Mochi (sticky-chewy confections made of pounded rice) is traditional fare for Japanese New Year, which coincides with the American New Year. Every New Year morning I make zenzai (mochi floating in bowls of sweetened azuki beans) for my family. Then, we head off to our family friends' house for more wonderful fare: sushi, nishime, onigiri, and the traditional New Year ozoni (mochi and other things simmered in seaweed/fish broth). All these dishes are supposed to bring good luck to the coming year.
Here, I'd like to share with you a Japanese recipe that jives well with my kind of New Year. This recipe does not go after luck, however. It goes after transformation. Yes, friends, tsuchi-dango ("earth-dumplings") are little tools you can use to personally and directly effect change in the world, from the roots up.
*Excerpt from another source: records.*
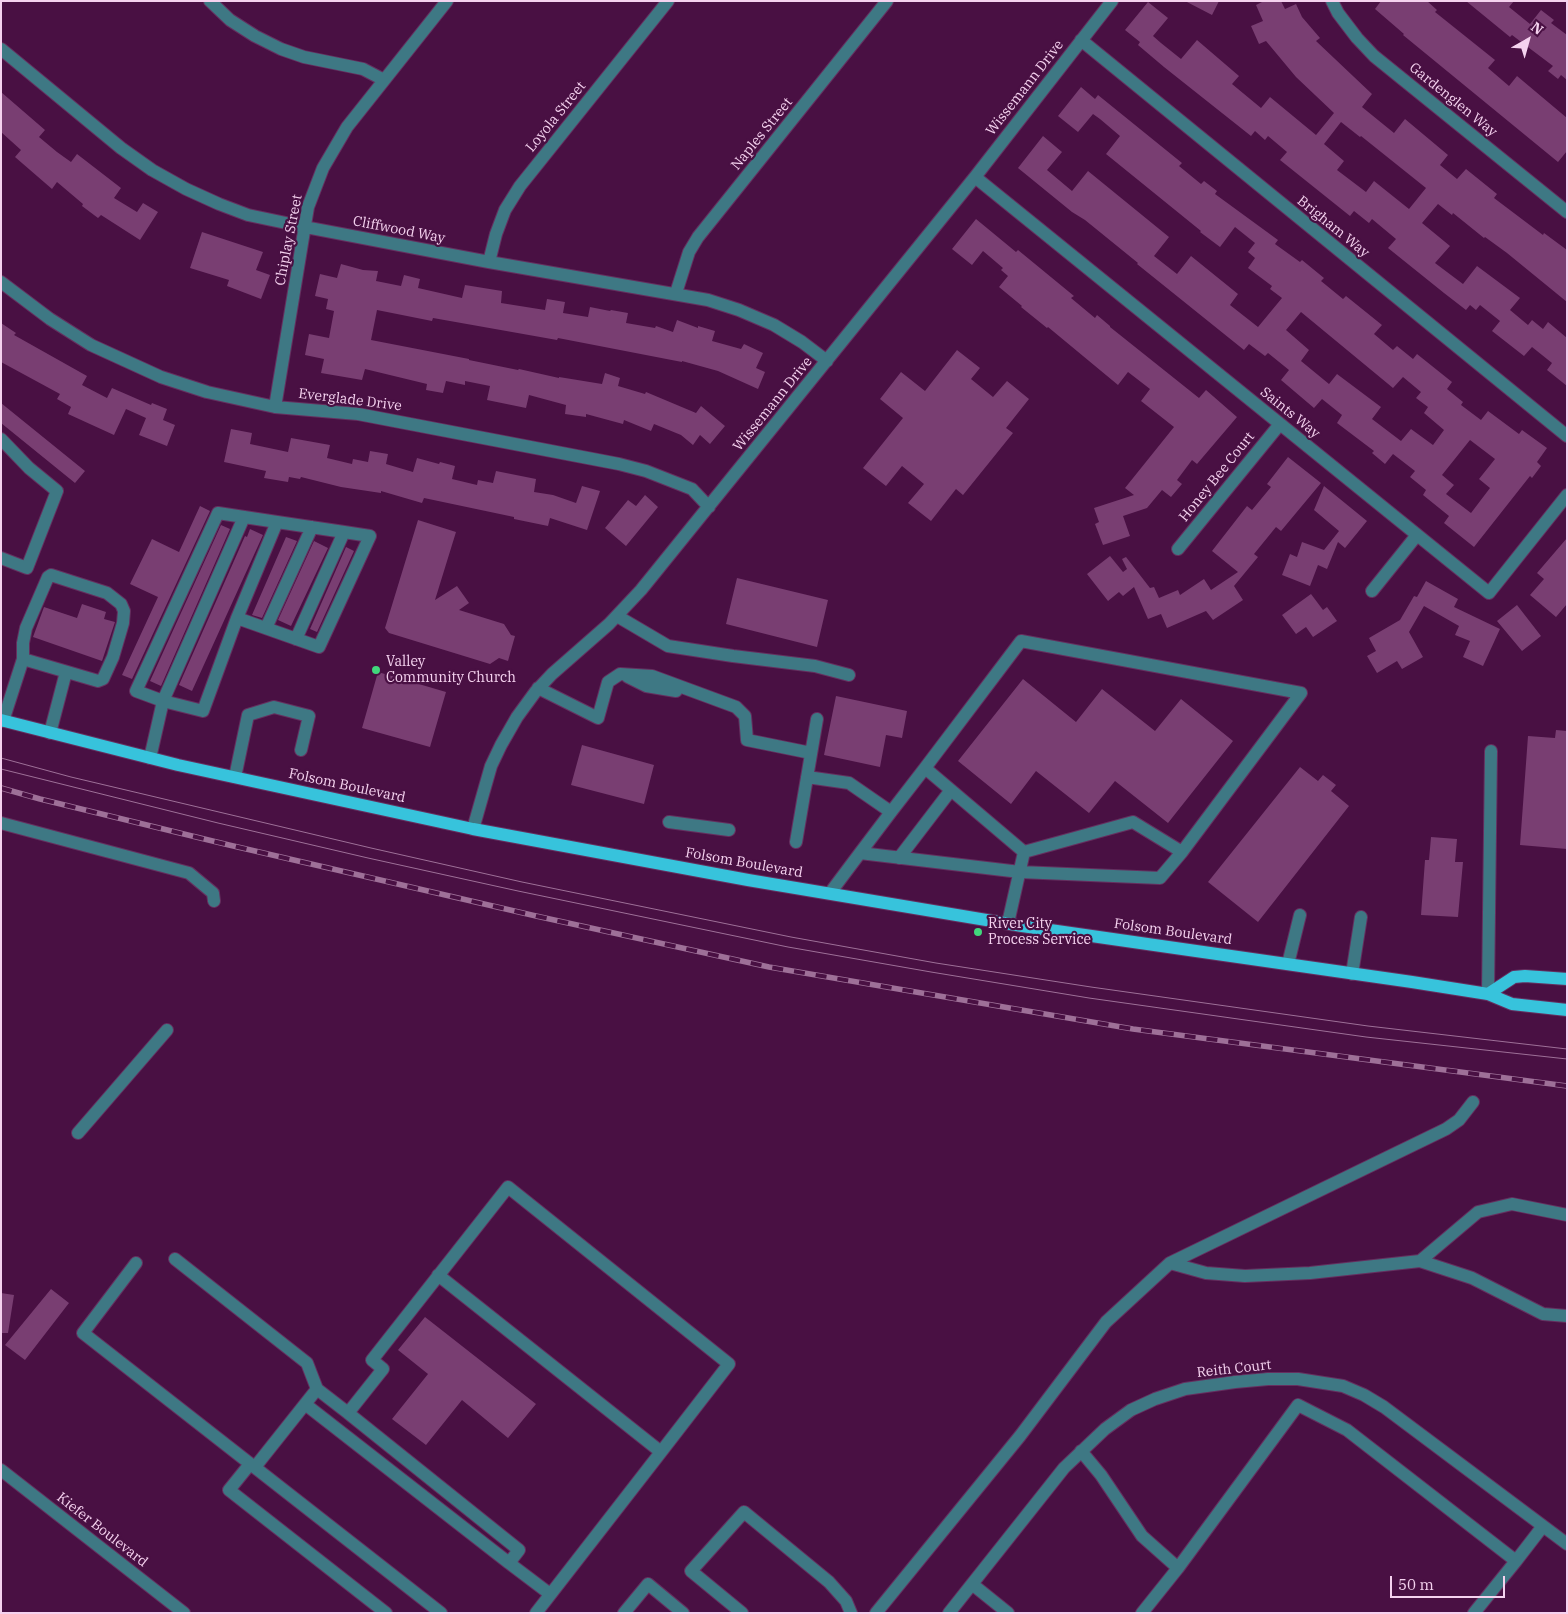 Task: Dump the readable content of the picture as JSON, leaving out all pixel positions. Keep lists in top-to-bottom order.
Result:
{
  "streets": {
    "main road": ["Folsom Boulevard"],
    "street": [
      "Wissemann Drive",
      "Gardenglen Way",
      "Loyola Street",
      "Naples Street",
      "Brigham Way",
      "Cliffwood Way",
      "Chiplay Street",
      "Everglade Drive",
      "Saints Way",
      "Honey Bee Court",
      "Reith Court",
      "Kiefer Boulevard"
    ]
  },
  "crossings": [
    ["Wissemann Drive", "Brigham Way"],
    ["Wissemann Drive", "Cliffwood Way"],
    ["Wissemann Drive", "Everglade Drive"],
    ["Wissemann Drive", "Saints Way"],
    ["Wissemann Drive", "Folsom Boulevard"],
    ["Loyola Street", "Cliffwood Way"],
    ["Naples Street", "Cliffwood Way"],
    ["Cliffwood Way", "Chiplay Street"],
    ["Chiplay Street", "Everglade Drive"],
    ["Saints Way", "Honey Bee Court"]
  ],
  "places": ["Valley Community Church", "River City Process Service"],
  "scale_bar": "50 m",
  "north": "top right"
}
The use of tsuchi-dango was an ancient farming technique before it was revived in the twentieth century by Masanobu Fukuoka. These little balls of clay, soil, and seeds already contain everything needed for healthy germination; just add water. You can strew them on top of untilled soil, the seeds wait for prime germinating conditions, and the sprouts grow healthily and robustly in their rooting medium until they are well-established in the ground. What a revolutionary farming technique!
But tsuchi-dango can be used for much more. Think of the possibilities: when these little balls of clay and soil are filled with the seeds of edible or native plants, every vacant lot, urban nook, or suburban crack can become a radiant garden. Arm yourself with some of these, and you can transform your world. You'll have a green touch.
RECIPE
2 parts seeds
3 parts compost
5 parts powdered red or brown clay (available from pottery supply stores)
Mix together. Add water until it forms a "dough" that you can roll into little balls the size of large marbles (about 1 inch in diameter). Allow to dry for a day or two. Fling about with wild abandon, or store someplace cool and dry. I've also seen a recipe that calls for equal parts of each--seeds, compost, clay--although I'm not sure how well that works.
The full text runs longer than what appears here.